И напился б он, да вот только с перепоя чего - то ноги не чувствовались, давно бы уж за добавкой сбегал, по лету самое то, да встать никак не получалось. Кое- как он пытался подняться, но ничего у него не выходило, совсем ничего.

-Парализовало… - Пробубнил он чуть слышно, - в тридцать шесть - то лет…

Дочка услышала его бубнёж и, чуть приоткрыв дверь своей комнаты, стала наблюдать за похмельным отцом.

-Ещё встану вам! - продолжал он, - Назло встану!

-Валяй! – послышался какой - то писклявый голосок, - назло это дело! Это надо, раз на зло!

-Кого тут?!- прохрипел Илья, - Наталья, кого привела? Полюбовника?

-Сам я, это самое, привёлся, - ответил голосок, - Не нужна мне твоя Наталья, я и без неё могу. Сам!

-Ты чей? Дай ка руку, встать мне надо.

-Ты куда глядишь, Илюша? – спросил голосок, - ты наверх глянь, на люсторку.

Тот поглядел на люстру из сиреневого стекла и увидел лишь только, как падали на неё сквозь окна зала летние закатные лучи.

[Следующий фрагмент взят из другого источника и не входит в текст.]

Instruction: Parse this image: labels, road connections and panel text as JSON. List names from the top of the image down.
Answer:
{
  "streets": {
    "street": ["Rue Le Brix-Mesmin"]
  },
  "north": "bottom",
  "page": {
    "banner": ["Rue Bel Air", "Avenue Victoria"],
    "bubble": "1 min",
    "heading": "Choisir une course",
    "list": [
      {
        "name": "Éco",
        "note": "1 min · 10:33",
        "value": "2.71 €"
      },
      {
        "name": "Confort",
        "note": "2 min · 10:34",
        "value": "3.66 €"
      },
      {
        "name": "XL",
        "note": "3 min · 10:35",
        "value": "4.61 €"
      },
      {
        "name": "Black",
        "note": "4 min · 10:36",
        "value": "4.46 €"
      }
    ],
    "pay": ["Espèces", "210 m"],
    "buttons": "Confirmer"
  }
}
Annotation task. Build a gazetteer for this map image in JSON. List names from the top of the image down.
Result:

-Не вижу, - сказал он, - ты смеятся будешь? Над парализованным смеятся?

-Эх, Илья, -пропищал голосок, - если б ты вчера по боле выпил, то и я б сегодня по боле был. Ну ладно, сейчас поднапрягусь, а ты гляди на люсторку, да по лучше, по чище!

После сего пищанья, на сиреневой люстре постепенно начала образовываться жёлтая точка, точно плавящееся пятнышко под увеличительным стеклом, и пятнышко это стало расти, да формы разные принимать. То паучком станется, то в мышку обернётся, то в кошку, а после в того самого, ну в чёртика то есть или в бесика, только почему то в однорогого. Размером... да с кошку - то и будет, пожалуй, а может и с полторы кошки.

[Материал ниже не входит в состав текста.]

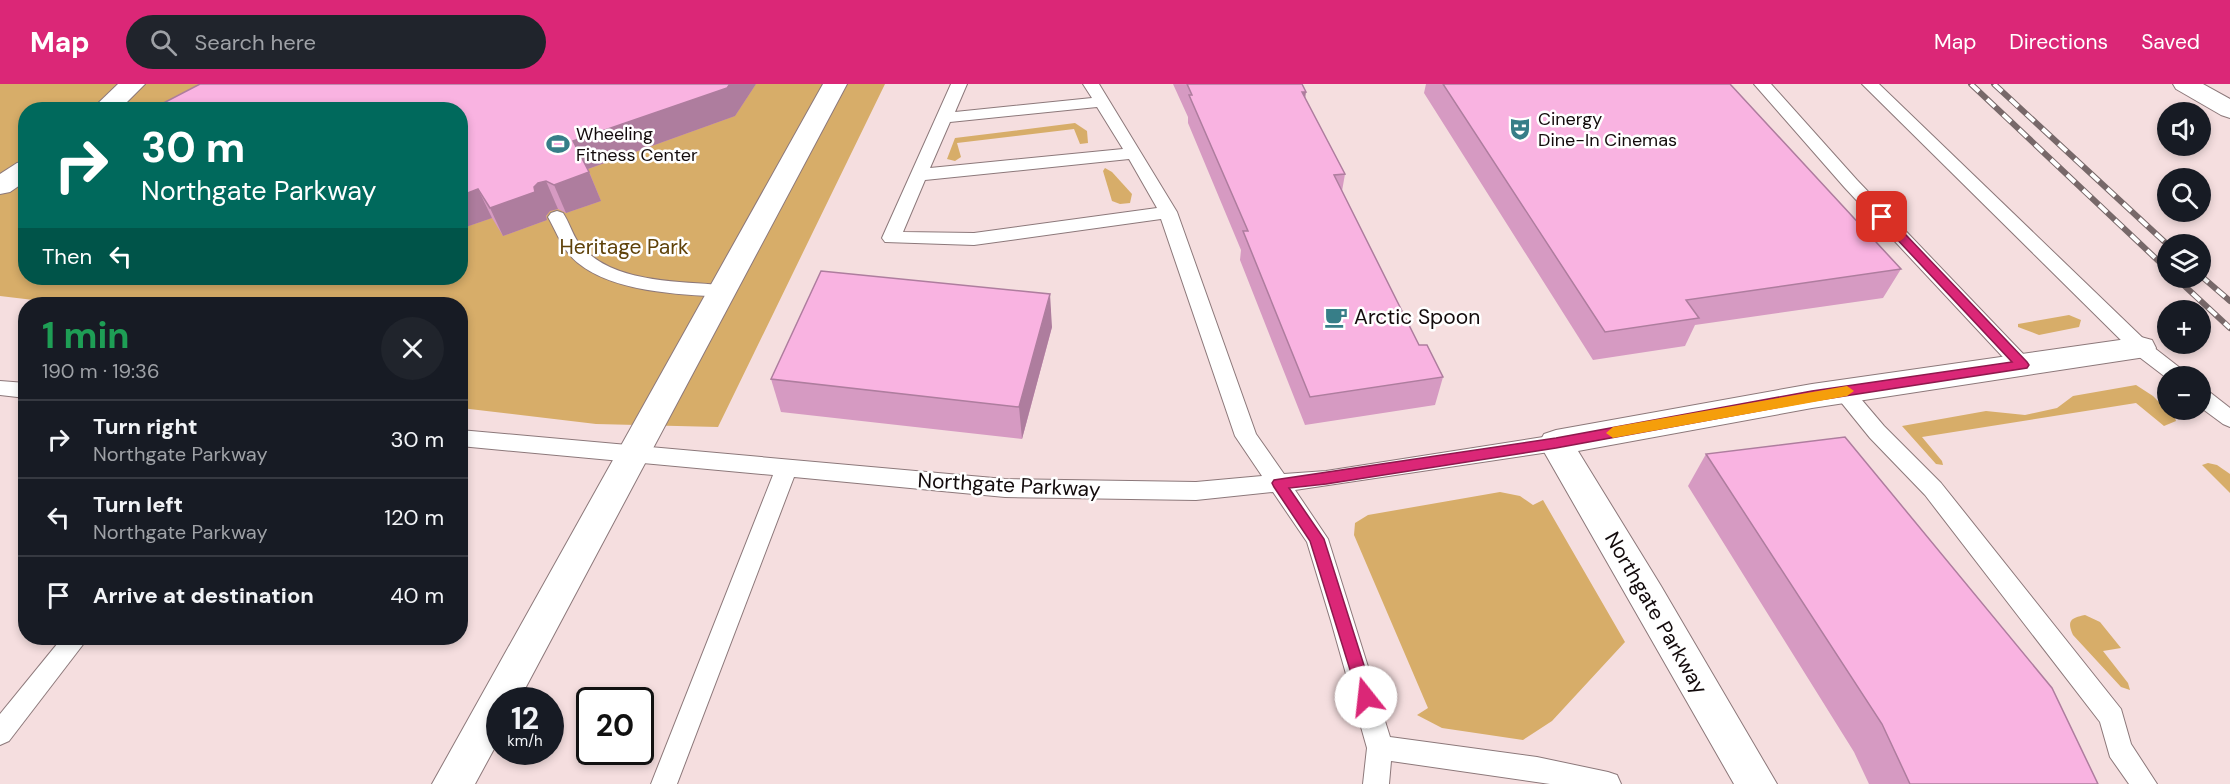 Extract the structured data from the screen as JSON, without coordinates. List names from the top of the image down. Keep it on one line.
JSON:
{"streets":{"street":["Northgate Parkway"]},"parks":["Heritage Park"],"places":{"theatre":["Cinergy Dine-In Cinemas"],"sports":["Wheeling Fitness Center"],"cafe":["Arctic Spoon"]},"page":{"header":"Map","search":"Search here","nav":["Map","Directions","Saved"],"map_buttons":["+","−"],"turn":["30 m","Northgate Parkway"],"then":"Then","heading":["1 min","190 m · 19:36"],"list":[{"name":"Turn right","note":"Northgate Parkway","value":"30 m"},{"name":"Turn left","note":"Northgate Parkway","value":"120 m"},{"name":"Arrive at destination","value":"40 m"}],"speed":"12 km/h","limit":"20"}} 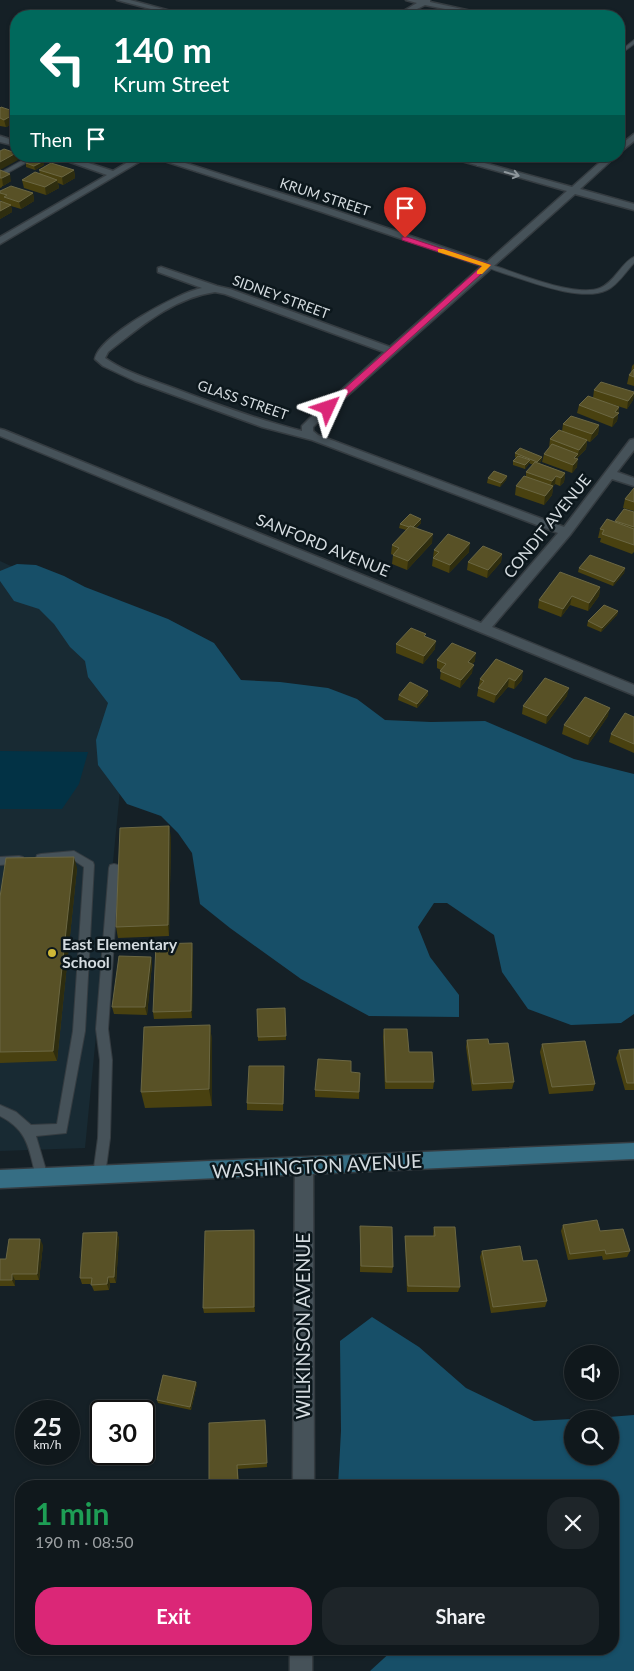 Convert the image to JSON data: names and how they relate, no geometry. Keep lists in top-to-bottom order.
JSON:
{
  "streets": {
    "main road": ["WASHINGTON AVENUE"],
    "street": [
      "KRUM STREET",
      "SIDNEY STREET",
      "GLASS STREET",
      "CONDIT AVENUE",
      "SANFORD AVENUE",
      "WILKINSON AVENUE"
    ]
  },
  "crossings": [
    ["SIDNEY STREET", "GLASS STREET"],
    ["GLASS STREET", "CONDIT AVENUE"],
    ["CONDIT AVENUE", "SANFORD AVENUE"],
    ["WASHINGTON AVENUE", "WILKINSON AVENUE"]
  ],
  "places": ["East Elementary School"],
  "page": {
    "turn": ["140 m", "Krum Street"],
    "then": "Then",
    "speed": "25 km/h",
    "limit": "30",
    "heading": ["1 min", "190 m · 08:50"],
    "buttons": ["Exit", "Share"]
  }
}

Сидит, желтеет на сиреневой люстре, да на Илью с этой люстры и смотрит.

-Эх ты, моторный катер! – обомлевши, произнёс Илья, - а чего ж ты с одним рогом ко мне припёрся? Где второй то потерял? Отшибли, что ли? К кому являлся, те и отшибли?
Прально сделали! Я б тоже тебе последний рог табуреткой шибанул, да никак не встану, чёрт ты однорогий! Если б встал, безрогий был бы!

-Чего ж ты, Илюша, в недостатки взор бросаешь? – произнёс однорогий, но уже другим, более грубым и низким голосом, - ты глянь, какой я золотой весь, под стать солнцу закатному. Хорошие у тебя окна в доме, света много в них умещается. У меня таких окошек нету.

-Ты, чёрт поганый и свет любишь? – удивился Илья, - я - то думал, все вы его клянёте, свет то,
а ты, оказывается, любишь! Подумай ка, чёрт и свет любит, караул!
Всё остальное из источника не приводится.